__DESCRIPTION OF THE TASK__
In full and exactly, reproduce the entries below, but omit the pictures.

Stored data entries
• • • • • • •

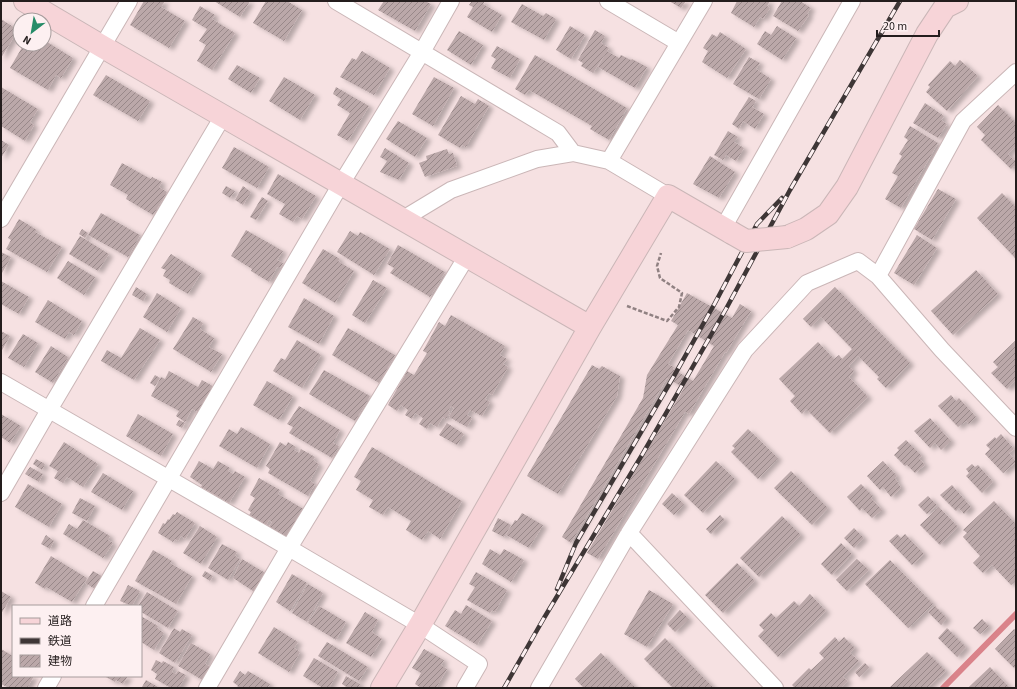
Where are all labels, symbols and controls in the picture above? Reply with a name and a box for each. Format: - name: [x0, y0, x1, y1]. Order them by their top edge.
- north arrow: [12, 12, 52, 52]
- scale bar: [877, 12, 939, 38]
- text: 20 m: [883, 18, 907, 35]
- text: N: [20, 32, 34, 48]
- legend: [12, 605, 142, 677]
- text: 道路: [48, 613, 72, 630]
- text: 鉄道: [48, 633, 72, 650]
- text: 建物: [48, 653, 72, 670]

• • • • • • •

__RESULT FOR THIS EXERCISE__
Where are all labels, symbols and controls in the picture above? Reply with a name and a box for each. Format: - name: [x0, y0, x1, y1]. Order them by their top edge.
- north arrow: [12, 12, 52, 52]
- scale bar: [877, 12, 939, 38]
- text: 20 m: [883, 18, 907, 35]
- text: N: [20, 32, 34, 48]
- legend: [12, 605, 142, 677]
- text: 道路: [48, 613, 72, 630]
- text: 鉄道: [48, 633, 72, 650]
- text: 建物: [48, 653, 72, 670]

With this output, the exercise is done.